Les OGEC, sous forme juridique d’association, sont tenues d’établir leurs comptes annuels selon certaines règles propres à ce secteur.

A ce titre, il convient de rappeler la réécriture en cours du règlement CRC 1999-01 relatif aux associations. Votre cabinet Fic Expertise vous livre au fur et à mesure les informations sur le sujet.

Le règlement ANC n°2014-03 applicable depuis septembre 2014 précise quelques traitements comptables.

La mise en application prochaine du prélèvement à la source (PAS) implique une modification (règlement 2018-02 du 6 juillet 2018).

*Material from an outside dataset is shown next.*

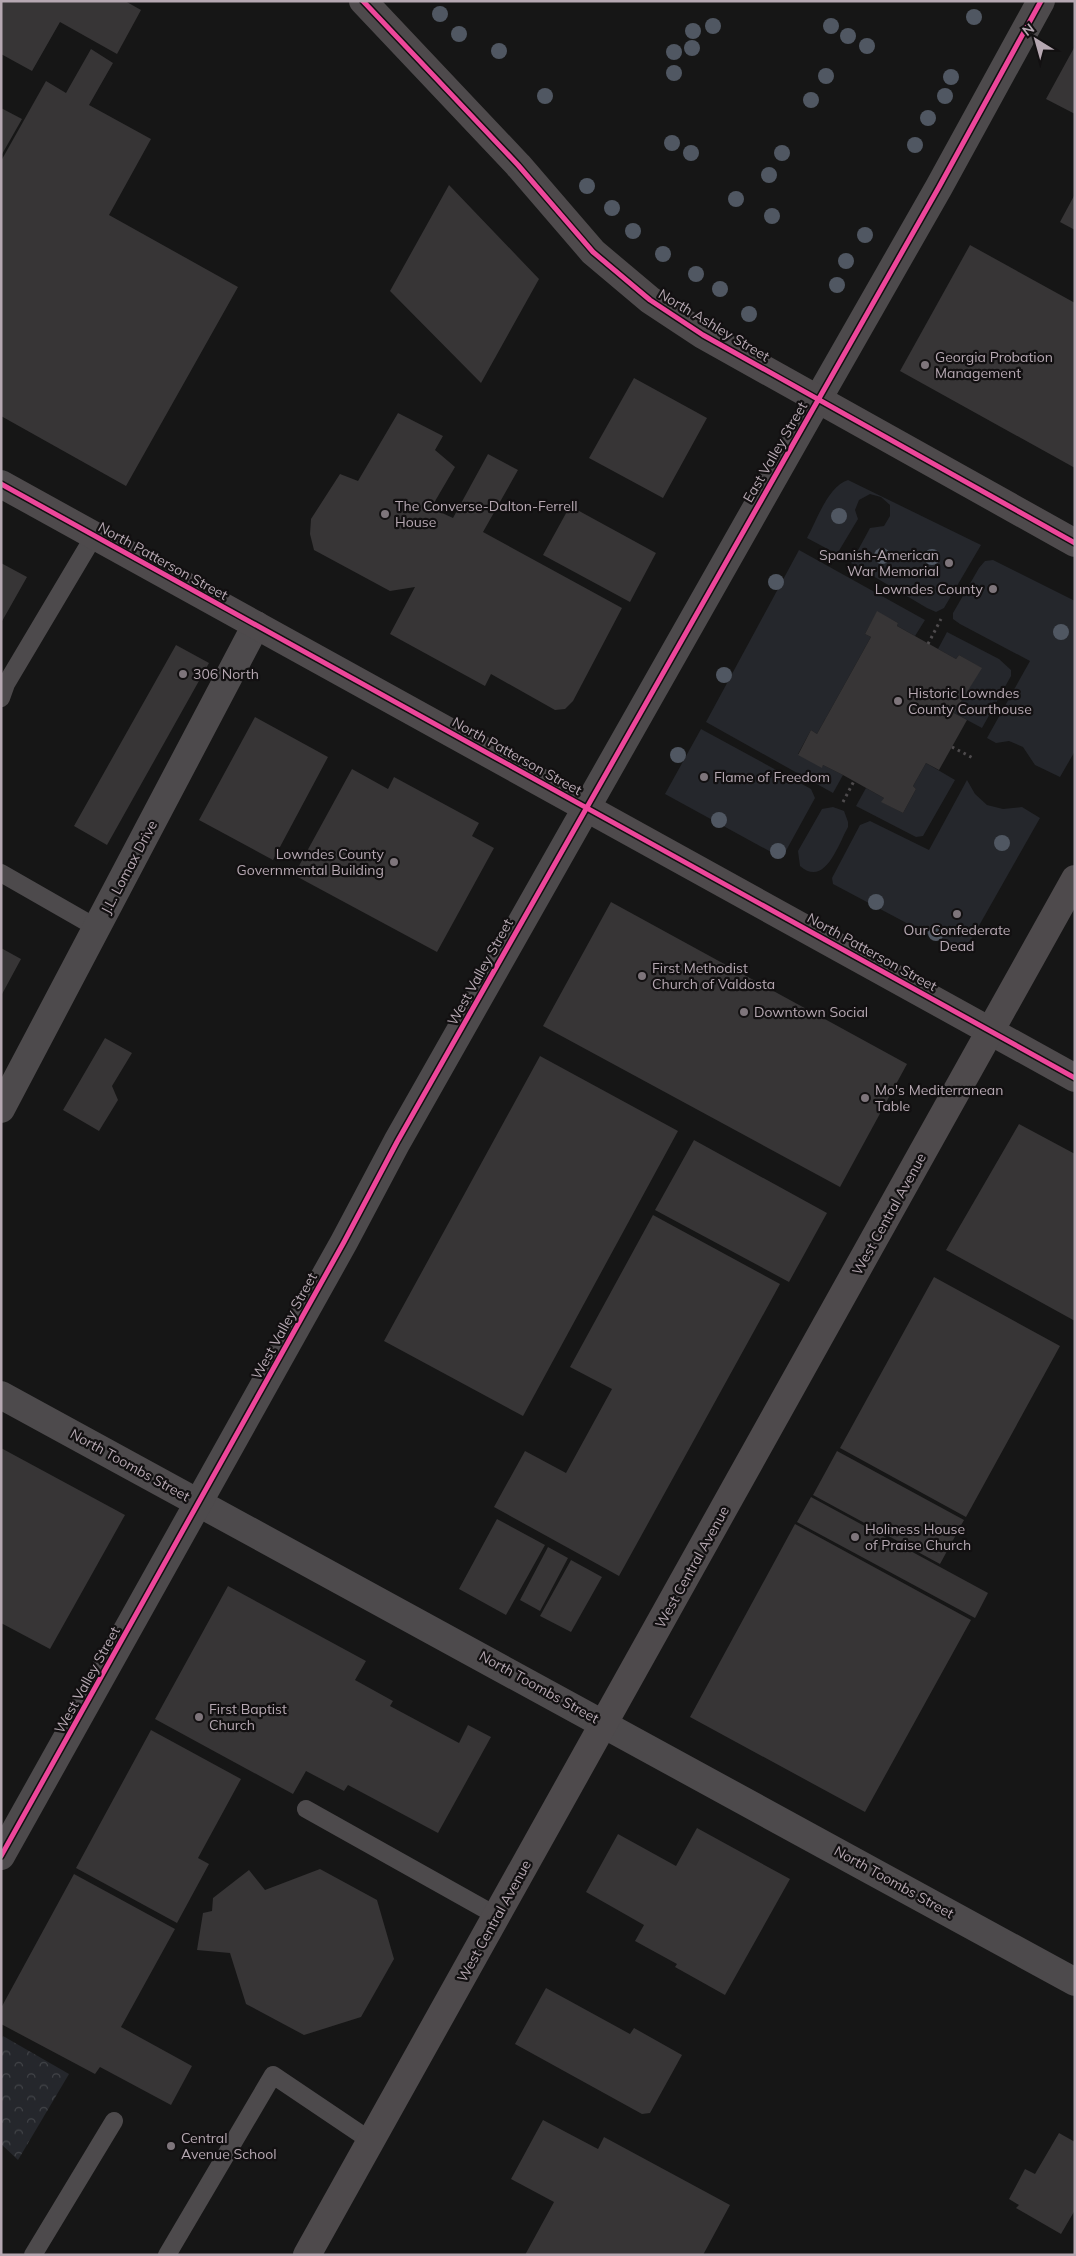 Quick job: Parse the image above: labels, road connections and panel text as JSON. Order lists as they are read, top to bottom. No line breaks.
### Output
{"streets":{"main road":["North Ashley Street","North Patterson Street","West Central Avenue"],"street":["East Valley Street","J.L. Lomax Drive","West Valley Street","North Toombs Street"]},"crossings":[["North Ashley Street","East Valley Street"],["East Valley Street","North Patterson Street"],["East Valley Street","West Valley Street"],["North Patterson Street","J.L. Lomax Drive"],["North Patterson Street","West Valley Street"],["North Patterson Street","West Central Avenue"],["West Valley Street","North Toombs Street"],["West Central Avenue","North Toombs Street"]],"places":["Georgia Probation Management","The Converse-Dalton-Ferrell House","Spanish-American War Memorial","Lowndes County","306 North","Historic Lowndes County Courthouse","Flame of Freedom","Lowndes County Governmental Building","Our Confederate Dead","First Methodist Church of Valdosta","Downtown Social","Mo's Mediterranean Table","Holiness House of Praise Church","First Baptist Church","Central Avenue School"],"north":"top left"}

En effet, la mise en application du PAS a pour conséquence le prélèvement par l’employeur des sommes duês au titre de l’impot sur le revenu, ensuite reversées au Trésor Public.

La comptabilisation de ces opérations a été précisées récemment par le règlement numéro 2018-02 de l’ANC (l’ANC est l’Autorité des Normes Comptables, organe en charge de la préparation et rédaction des normes comptables en France).

L’application en prévue au 1er janvier 2019, date d’entrée en application du prélèvement à la source.

Comptablement, aucun impact significatif sur les comptes de votre association.

La somme du prélèvement effectué devra être comptabilisé de la manière suivante:

débit compte 421 “Personnel – Rémunérations dues au personnel”

crédit compte 4421 “Prélèvements à la source (impôt sur le revenu)”

Lors du reversement à l’administration fiscale, l’écriture suivante devra être comptabilisée:

débit compte 4421 “Prélèvements à la source (impôt sur le revenu)”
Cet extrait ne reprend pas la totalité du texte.